Permanent Anti-Corruption Unit | Corruption and Illegal Political Financing Investigations

Posted at 2:44 p.m.

Hugo Joncas

Hugo Joncas
The Press

Yoke and Lier projects

2011 – 2016

Project Yoke looked into illegal political fundraising schemes of the Quebec Liberal Party (PLQ) and Parti Québécois (PQ). The investigators took a close interest in the engineering firm Roche (today Norda Stelo), which would have set up a scheme of occult contributions in exchange for public contracts.

As for the Lierre Project, it specifically concerned the financing of the firm Roche in the PLQ. The Permanent Anti-Corruption Unit (UPAC) was particularly interested in the 11 million subsidy granted to the City of Boisbriand so that the firm Infrabec of Lino Zambito and Roche builds a new water treatment plant.

A total of seven people have been charged with corruption, conspiracy, breach of trust and fraud against the government. Among them, former Deputy Prime Minister Nathalie Normandeau and former Liberal minister, political organizer and former vice-president at Roche Marc-Yvan Côté.

In 2017, Ernest Murray, former political attaché to PQ Premier Pauline Marois, pleaded guilty to “advising another person to commit a criminal offence”. He obtained a discharge and a stay of the judicial process on the four other counts which weighed against him in exchange for a probation of six months.

The other defendants benefited from a stay of the judicial process in 2020 for violation of their right to a trial within a reasonable time, under the Jordan judgment.

Project Chew

2014 -2022

This investigation, abandoned in February, looked at the electoral financing of the Liberal Party of Quebec, more particularly the famous “sectoral” financing from 2001 to 2012.

According to the final report of the Charbonneau commission, this scheme consisted of targeting employees of engineering and construction firms to obtain political financing. Because corporate donations were restricted by law, corporations camouflaged their contributions by using nominees.

The firms thus hoped to remain in the good graces of Quebec and continue to obtain contracts.

In the end, UPAC did not lay any charges. The investigation took a close look at former Prime Minister Jean Charest (now a candidate for the leadership of the Conservative Party of Canada) and former Party fundraiser Marc Bibeau.

Accuracy Project

2010 – 2019

He was looking into allegations of corruption at the Société immobilière du Québec, responsible for managing government real estate (now the Société québécoise des infrastructures).

Radio-Canada had uncovered this operation in 2017. It targeted the former CEO of the Society Marc-André Fortier and three fundraisers from the Liberal Party of Quebec: William Bartlet, Franco Fava and Charles Rondeau.

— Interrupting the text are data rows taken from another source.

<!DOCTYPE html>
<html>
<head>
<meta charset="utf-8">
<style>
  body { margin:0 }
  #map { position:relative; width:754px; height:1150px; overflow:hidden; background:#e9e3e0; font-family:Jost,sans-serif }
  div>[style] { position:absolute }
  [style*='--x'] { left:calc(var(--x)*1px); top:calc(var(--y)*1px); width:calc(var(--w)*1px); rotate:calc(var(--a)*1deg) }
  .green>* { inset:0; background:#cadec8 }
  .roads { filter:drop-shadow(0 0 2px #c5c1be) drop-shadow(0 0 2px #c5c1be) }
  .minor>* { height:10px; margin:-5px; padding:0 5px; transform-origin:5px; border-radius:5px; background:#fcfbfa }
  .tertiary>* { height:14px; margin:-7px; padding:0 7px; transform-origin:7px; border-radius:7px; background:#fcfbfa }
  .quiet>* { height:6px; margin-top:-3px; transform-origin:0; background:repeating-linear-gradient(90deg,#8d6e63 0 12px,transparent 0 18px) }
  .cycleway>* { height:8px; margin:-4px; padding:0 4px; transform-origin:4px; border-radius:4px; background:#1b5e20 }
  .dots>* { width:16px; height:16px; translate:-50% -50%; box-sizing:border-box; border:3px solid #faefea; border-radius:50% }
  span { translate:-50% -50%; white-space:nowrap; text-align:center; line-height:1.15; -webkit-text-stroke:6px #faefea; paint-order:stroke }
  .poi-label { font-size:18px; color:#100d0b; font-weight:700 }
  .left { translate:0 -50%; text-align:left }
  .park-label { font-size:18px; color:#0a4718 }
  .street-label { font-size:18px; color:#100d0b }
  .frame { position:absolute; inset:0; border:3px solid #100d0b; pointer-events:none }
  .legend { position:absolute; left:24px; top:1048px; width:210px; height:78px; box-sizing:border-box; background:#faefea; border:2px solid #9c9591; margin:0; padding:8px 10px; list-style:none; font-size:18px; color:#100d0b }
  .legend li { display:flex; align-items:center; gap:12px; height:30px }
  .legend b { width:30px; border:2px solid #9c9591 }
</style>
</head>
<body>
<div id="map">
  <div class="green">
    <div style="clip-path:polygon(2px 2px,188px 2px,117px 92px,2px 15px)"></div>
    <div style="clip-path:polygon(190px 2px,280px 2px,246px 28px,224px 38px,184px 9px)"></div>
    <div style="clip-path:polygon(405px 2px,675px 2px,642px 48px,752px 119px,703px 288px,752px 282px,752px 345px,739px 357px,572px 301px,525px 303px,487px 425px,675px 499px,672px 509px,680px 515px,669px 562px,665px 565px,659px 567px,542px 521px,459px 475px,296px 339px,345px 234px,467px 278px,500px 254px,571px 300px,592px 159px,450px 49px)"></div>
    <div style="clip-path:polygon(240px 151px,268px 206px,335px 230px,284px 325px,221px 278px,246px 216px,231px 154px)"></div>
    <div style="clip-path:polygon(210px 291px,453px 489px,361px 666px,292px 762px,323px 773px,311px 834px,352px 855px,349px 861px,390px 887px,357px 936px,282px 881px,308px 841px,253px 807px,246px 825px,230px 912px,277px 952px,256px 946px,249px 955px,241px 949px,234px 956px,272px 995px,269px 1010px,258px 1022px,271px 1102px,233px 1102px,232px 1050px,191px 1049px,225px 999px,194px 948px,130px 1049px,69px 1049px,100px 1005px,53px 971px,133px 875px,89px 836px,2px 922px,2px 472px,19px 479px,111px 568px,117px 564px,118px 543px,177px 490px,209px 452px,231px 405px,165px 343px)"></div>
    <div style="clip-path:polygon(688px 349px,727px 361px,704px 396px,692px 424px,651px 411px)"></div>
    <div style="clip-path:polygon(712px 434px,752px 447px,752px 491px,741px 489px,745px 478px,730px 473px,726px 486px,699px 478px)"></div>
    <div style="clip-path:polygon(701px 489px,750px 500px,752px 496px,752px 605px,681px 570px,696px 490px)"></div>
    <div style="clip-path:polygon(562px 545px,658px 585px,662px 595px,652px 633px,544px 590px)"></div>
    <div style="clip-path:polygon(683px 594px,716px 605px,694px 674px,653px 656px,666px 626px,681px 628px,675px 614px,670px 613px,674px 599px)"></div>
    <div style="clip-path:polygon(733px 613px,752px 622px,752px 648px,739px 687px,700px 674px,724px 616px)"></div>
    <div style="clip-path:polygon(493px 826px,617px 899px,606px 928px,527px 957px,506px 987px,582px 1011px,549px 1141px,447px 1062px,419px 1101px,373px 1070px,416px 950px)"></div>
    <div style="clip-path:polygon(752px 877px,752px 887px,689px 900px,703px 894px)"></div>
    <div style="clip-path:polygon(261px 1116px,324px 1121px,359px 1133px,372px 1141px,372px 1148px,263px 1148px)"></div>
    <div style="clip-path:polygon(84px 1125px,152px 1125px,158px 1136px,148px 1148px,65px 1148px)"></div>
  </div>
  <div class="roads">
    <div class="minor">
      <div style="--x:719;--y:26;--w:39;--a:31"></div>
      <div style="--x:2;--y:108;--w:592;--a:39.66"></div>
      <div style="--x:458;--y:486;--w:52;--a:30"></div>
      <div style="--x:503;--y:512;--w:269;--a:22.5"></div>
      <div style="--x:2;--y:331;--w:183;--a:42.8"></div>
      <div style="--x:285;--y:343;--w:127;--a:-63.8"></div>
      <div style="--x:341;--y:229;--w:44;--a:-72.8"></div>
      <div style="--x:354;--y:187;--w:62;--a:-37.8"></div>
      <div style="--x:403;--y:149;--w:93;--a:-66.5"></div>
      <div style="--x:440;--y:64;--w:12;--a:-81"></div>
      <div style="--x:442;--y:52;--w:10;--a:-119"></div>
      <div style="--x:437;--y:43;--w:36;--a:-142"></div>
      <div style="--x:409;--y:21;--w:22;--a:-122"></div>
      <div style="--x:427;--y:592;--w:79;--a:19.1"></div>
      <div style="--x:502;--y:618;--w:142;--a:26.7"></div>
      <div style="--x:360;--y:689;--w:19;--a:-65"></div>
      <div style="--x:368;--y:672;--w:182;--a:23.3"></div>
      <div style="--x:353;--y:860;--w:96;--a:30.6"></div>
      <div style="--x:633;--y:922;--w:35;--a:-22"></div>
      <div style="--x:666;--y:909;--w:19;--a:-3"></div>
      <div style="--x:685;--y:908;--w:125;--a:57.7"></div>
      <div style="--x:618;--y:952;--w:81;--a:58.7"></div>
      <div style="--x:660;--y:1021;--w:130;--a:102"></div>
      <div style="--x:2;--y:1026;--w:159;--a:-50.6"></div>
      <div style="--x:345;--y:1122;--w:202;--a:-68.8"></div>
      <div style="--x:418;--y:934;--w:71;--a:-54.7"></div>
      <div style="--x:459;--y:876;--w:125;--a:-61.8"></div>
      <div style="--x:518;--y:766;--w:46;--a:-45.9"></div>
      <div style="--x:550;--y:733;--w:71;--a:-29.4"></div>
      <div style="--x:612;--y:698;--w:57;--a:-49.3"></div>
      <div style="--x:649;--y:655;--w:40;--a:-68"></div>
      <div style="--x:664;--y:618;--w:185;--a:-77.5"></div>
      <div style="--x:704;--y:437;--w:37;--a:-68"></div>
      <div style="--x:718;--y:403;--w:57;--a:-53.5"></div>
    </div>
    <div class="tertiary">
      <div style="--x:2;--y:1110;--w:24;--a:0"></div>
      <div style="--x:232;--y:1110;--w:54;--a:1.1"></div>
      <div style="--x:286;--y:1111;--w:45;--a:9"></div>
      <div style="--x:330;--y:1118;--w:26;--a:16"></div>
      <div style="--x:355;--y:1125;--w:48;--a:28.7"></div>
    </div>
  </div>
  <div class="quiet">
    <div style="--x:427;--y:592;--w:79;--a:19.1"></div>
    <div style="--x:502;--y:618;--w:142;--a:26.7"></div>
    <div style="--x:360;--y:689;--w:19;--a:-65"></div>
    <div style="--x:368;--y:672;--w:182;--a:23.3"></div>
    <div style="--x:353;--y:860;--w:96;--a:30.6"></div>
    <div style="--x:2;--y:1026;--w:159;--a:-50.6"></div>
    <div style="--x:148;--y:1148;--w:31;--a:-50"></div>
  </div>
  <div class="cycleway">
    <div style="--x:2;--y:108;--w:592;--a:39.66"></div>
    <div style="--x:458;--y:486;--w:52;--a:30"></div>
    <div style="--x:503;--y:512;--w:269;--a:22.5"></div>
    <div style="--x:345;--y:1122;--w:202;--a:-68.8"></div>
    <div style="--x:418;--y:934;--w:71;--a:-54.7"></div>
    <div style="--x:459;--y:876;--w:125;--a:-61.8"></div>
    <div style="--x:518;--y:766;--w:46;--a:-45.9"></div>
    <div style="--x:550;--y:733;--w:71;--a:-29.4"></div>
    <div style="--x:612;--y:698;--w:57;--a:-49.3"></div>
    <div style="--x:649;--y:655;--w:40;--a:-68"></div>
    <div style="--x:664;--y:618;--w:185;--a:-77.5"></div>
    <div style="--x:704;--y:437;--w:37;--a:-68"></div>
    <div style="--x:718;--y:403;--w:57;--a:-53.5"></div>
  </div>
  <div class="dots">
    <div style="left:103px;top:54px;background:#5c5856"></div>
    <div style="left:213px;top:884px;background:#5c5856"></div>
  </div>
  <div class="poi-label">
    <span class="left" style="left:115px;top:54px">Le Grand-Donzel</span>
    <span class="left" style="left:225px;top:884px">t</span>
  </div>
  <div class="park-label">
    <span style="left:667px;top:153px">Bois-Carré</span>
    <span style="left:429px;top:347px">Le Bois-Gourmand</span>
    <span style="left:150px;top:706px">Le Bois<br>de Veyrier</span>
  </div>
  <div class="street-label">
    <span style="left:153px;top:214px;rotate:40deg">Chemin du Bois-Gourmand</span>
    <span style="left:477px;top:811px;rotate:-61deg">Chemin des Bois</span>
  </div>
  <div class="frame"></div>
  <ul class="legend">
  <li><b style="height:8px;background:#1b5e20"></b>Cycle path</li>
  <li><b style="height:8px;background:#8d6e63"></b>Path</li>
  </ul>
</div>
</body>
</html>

According to the show Investigationthey would have shared 2 million on the sidelines of the extension of certain government leases.

Police investigations

Project A

June 2017 – October 2018

The Permanent Anti-Corruption Unit (UPAC) itself launched this investigation into information leaks concerning its own operations, including the Joug, Lierre, Mâchurer and Accuracy projects.

Former Commissioner Robert Lafrenière launched it in June 2017, after an administrative investigation failed to identify those responsible for the leaks to the media.

First launched on the track of MP Guy Ouellette and two simple police officers, the investigators will finally suspect their former ex-big bosses themselves: the former commissioner Robert Lafrenière and the ex-director of operations André Boulanger.

In October 2018, Mr. Lafrenière resigned, then the Ministry of Public Security entrusted the investigation of the leaks and Project A to the Bureau of Independent Investigations (BEI), the police force.

Project Oath

Since October 2018

The Office of Independent Investigations takes over. Investigators are focusing their energy on UPAC’s own staff.

In January 2019, the Bureau informed the Ministère de la Sécurité publique of criminal allegations against former director of operations André Boulanger, his spouse, Lieutenant Caroline Grenier-Lafontaine and Lieutenant Vincent Rodrigue.

The investigation is still ongoing and there is nothing to say if the BEI theory is still the same.